Requirement
Your reply should be made up of every line in the records below that holds the string "fractalNoise".

Exercise data
━━━

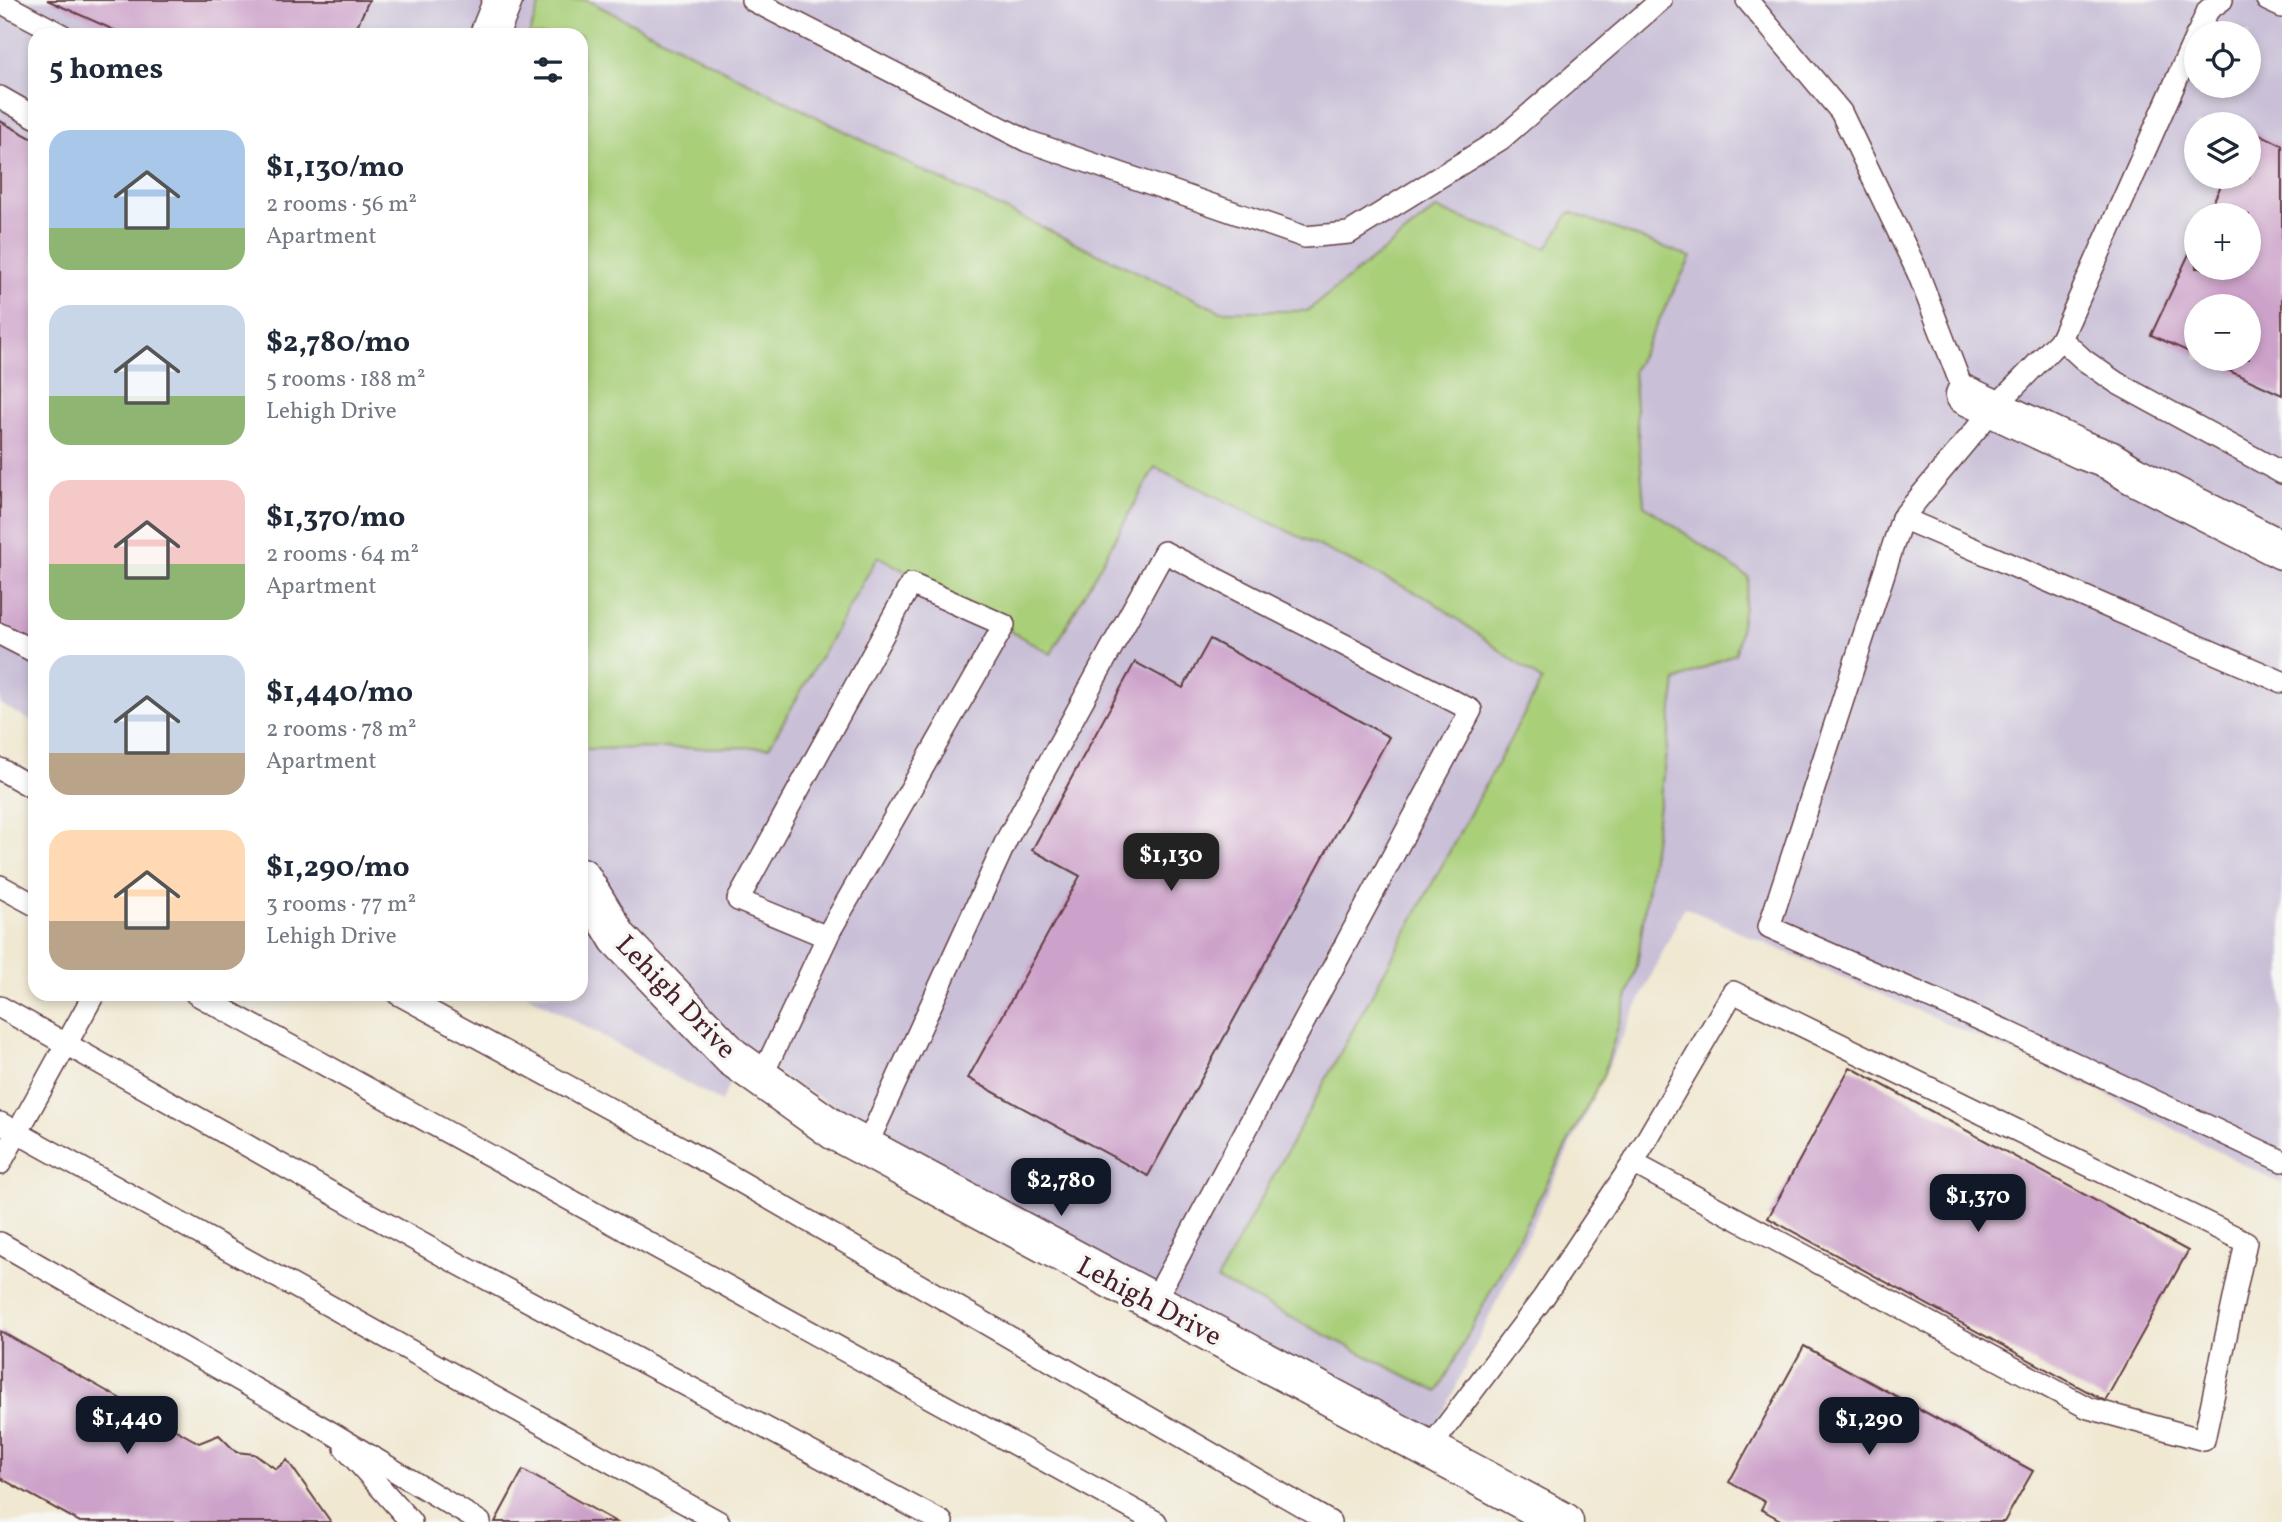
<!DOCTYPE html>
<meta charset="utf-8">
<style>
:root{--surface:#fff;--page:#f2f2f3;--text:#1f2937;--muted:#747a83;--accent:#111827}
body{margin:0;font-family:Vollkorn,serif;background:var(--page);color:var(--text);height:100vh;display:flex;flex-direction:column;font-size:26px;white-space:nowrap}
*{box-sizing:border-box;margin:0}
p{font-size:23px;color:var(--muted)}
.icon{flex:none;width:38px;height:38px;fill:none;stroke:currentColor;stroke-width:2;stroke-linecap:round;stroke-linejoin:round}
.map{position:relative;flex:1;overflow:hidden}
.details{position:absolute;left:28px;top:28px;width:560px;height:973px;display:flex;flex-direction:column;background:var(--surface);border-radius:21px;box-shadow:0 4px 10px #0003}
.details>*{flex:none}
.buttons{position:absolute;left:2184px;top:21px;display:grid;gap:14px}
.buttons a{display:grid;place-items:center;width:77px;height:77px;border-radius:50%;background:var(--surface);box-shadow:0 4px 10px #0003;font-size:35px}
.price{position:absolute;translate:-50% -60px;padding:0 16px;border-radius:14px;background:var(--accent);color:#fff;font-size:23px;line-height:46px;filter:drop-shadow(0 2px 4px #0008)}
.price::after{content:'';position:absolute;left:50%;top:42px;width:21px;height:16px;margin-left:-10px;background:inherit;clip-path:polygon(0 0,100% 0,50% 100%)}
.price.current{background:#222;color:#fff}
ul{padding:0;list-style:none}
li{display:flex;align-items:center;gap:21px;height:175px;padding:0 21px}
li span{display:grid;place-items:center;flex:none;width:196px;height:140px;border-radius:21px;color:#555}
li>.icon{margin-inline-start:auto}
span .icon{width:84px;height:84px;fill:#fffc;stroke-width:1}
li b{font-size:30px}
h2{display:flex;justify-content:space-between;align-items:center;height:84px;padding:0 21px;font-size:30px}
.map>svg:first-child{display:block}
.industrial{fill:#c9bfd7;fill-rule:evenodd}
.green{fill:#a9cf79;stroke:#7a7752;stroke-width:2}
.building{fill:#cda2ca}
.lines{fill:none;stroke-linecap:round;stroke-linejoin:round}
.lane-casing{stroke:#633d44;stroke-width:24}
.street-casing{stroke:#633d44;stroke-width:41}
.lane{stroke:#fff;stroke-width:21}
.street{stroke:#fff;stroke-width:38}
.labels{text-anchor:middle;stroke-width:7;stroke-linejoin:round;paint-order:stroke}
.street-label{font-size:28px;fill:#4a1f2b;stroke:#f6f6f2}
</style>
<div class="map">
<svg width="2282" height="1522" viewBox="0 0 2282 1522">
<rect width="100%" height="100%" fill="#f6f6f2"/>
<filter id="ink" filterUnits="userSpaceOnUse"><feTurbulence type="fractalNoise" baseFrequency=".0143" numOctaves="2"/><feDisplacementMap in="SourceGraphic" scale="14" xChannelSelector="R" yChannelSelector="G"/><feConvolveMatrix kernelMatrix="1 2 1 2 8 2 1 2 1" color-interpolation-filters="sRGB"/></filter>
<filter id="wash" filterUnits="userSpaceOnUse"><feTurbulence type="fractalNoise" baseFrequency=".00686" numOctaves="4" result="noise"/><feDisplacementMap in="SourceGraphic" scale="28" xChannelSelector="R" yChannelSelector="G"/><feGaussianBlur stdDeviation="1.57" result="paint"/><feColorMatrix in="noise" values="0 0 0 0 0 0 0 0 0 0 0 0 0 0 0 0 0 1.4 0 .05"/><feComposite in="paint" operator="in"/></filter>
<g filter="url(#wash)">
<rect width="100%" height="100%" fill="#f0e8d1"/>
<!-- industrial -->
<path class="industrial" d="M0 0H2282V1184L2102 1092 1684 907 1431 1439 1198 1312 743 1054 721 1102 526 994H581V35H35V723L0 704ZM2196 33H2249V86H2196ZM2196 124H2249V177H2196ZM2196 215H2249V268H2196ZM2196 306H2249V359H2196Z"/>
<!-- green -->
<polygon class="green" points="541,0 587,0 921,170 1220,311 1307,311 1436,209 1547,248 1570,212 1691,257 1633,371 1644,505 1749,578 1736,653 1676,681 1637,966 1603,1076 1438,1392 1217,1280 1542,681 1431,600 1155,467 1051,654 878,556 769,747 581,749 581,35 529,35"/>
<g id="blocks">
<!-- building -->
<g class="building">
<polygon points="47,0 369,0 353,35 125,35"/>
<polygon points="0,121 35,140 35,641 0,622"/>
<polygon points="2249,129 2282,145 2282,395 2203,359 2249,359 2249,306 2196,306 2196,355 2151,335 2196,239 2196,268 2249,268 2249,215 2207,215 2225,177 2249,177"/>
<polygon points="1210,639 1389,737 1148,1176 968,1078 1080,876 1032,850 1135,662 1183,688"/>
<polygon points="1850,1067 2188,1251 2105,1401 1768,1218"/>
<polygon points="0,1331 199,1443 219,1435 236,1452 254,1454 276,1469 287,1460 331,1522 80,1522 0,1478"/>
<polygon points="1804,1346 2033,1471 2004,1522 1784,1522 1761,1509 1765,1502 1729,1482"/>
<polygon points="523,1470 616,1522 495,1522"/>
</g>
</g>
</g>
<g filter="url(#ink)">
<use href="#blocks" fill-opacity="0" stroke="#633d44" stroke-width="2"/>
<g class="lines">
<!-- lane casing -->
<g class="lane-casing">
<g id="lane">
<polyline points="752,0 1027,141 1305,237 1349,233 1501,139 1661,0"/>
<polyline points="1747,0 1841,112 1918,273 1965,395"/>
<polyline points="2267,0 2282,7"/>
<polyline points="0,2 62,35"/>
<polyline points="2198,33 2208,10 2222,0"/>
<polyline points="0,97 35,117"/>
<polyline points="2061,339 2084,360 2117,383 2282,473"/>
<polyline points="1902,518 1994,408 2061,339 2196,36"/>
<polyline points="0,634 35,652"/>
<polyline points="2282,682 1902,518 1769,927 2004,1030 2282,1161"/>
<polyline points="0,769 35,789"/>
<polyline points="0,886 35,905"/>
<polyline points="196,994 1156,1522"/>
<polyline points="398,994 682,1148 1330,1522"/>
<polyline points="0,1007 444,1256 942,1522"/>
<polyline points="761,1078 831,929 1004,625 911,584 738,900 827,937"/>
<polyline points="0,1123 719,1522"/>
<polyline points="866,1147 1007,839 1164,552 1471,710 1154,1302"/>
<polyline points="0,1164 94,994"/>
<polyline points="0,1243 332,1433 480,1522"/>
<polyline points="345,1448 411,1522"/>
<polyline points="1429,1449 1543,1298 1633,1163 1733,992 2246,1242 2204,1440 2088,1408 1633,1163"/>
</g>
</g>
<!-- street casing -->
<g class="street-casing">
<g id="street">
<polyline points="489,35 503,0"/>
<polyline points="1965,395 2082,450 2109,460 2133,475 2282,550"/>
<polyline points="581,877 618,938 732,1057 835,1131 1564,1522"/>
</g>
</g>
<!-- lane -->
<use href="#lane" class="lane"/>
<!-- street -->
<use href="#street" class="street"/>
</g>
</g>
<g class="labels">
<!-- street labels -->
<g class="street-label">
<text transform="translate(677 996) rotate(46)" y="10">Lehigh Drive</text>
<text transform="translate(1150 1300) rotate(28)" y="10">Lehigh Drive</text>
</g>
</g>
</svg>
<div class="buttons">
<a><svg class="icon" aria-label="locate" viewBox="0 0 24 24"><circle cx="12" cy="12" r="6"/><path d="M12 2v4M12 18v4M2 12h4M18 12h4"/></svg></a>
<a><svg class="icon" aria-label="layers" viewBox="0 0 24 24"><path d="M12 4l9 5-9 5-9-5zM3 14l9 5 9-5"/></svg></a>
<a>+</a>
<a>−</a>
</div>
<b class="price current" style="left:1171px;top:893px">$1,130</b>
<b class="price" style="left:1061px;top:1218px">$2,780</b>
<b class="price" style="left:1978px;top:1234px">$1,370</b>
<b class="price" style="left:127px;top:1456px">$1,440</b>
<b class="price" style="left:1869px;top:1457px">$1,290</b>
<section class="details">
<h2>5 homes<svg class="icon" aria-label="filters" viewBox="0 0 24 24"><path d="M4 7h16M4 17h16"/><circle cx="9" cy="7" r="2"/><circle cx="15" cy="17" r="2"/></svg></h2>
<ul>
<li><span style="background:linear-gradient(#a9c7e8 70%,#8fb573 0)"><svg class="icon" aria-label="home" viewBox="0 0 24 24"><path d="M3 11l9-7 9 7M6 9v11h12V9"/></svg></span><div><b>$1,130/mo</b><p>2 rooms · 56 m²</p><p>Apartment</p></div></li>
<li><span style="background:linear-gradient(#c9d6e8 65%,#8fb573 0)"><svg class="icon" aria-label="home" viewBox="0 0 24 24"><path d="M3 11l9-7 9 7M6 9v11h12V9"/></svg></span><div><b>$2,780/mo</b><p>5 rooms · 188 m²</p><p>Lehigh Drive</p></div></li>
<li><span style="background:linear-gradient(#f6c9c9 60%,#8fb573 0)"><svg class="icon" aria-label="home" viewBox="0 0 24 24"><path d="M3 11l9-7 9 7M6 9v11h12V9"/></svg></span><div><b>$1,370/mo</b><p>2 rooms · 64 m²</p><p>Apartment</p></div></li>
<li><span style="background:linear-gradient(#c9d6e8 70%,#b9a48a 0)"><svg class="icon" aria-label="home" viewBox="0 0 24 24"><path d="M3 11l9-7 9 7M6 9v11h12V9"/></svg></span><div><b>$1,440/mo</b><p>2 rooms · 78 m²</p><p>Apartment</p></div></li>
<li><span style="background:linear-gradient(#ffd9b3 65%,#b9a48a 0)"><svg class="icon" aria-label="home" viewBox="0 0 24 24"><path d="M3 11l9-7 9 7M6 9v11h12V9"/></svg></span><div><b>$1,290/mo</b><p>3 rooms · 77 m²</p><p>Lehigh Drive</p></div></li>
</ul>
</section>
</div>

━━━

Written response
<filter id="ink" filterUnits="userSpaceOnUse"><feTurbulence type="fractalNoise" baseFrequency=".0143" numOctaves="2"/><feDisplacementMap in="SourceGraphic" scale="14" xChannelSelector="R" yChannelSelector="G"/><feConvolveMatrix kernelMatrix="1 2 1 2 8 2 1 2 1" color-interpolation-filters="sRGB"/></filter>
<filter id="wash" filterUnits="userSpaceOnUse"><feTurbulence type="fractalNoise" baseFrequency=".00686" numOctaves="4" result="noise"/><feDisplacementMap in="SourceGraphic" scale="28" xChannelSelector="R" yChannelSelector="G"/><feGaussianBlur stdDeviation="1.57" result="paint"/><feColorMatrix in="noise" values="0 0 0 0 0 0 0 0 0 0 0 0 0 0 0 0 0 1.4 0 .05"/><feComposite in="paint" operator="in"/></filter>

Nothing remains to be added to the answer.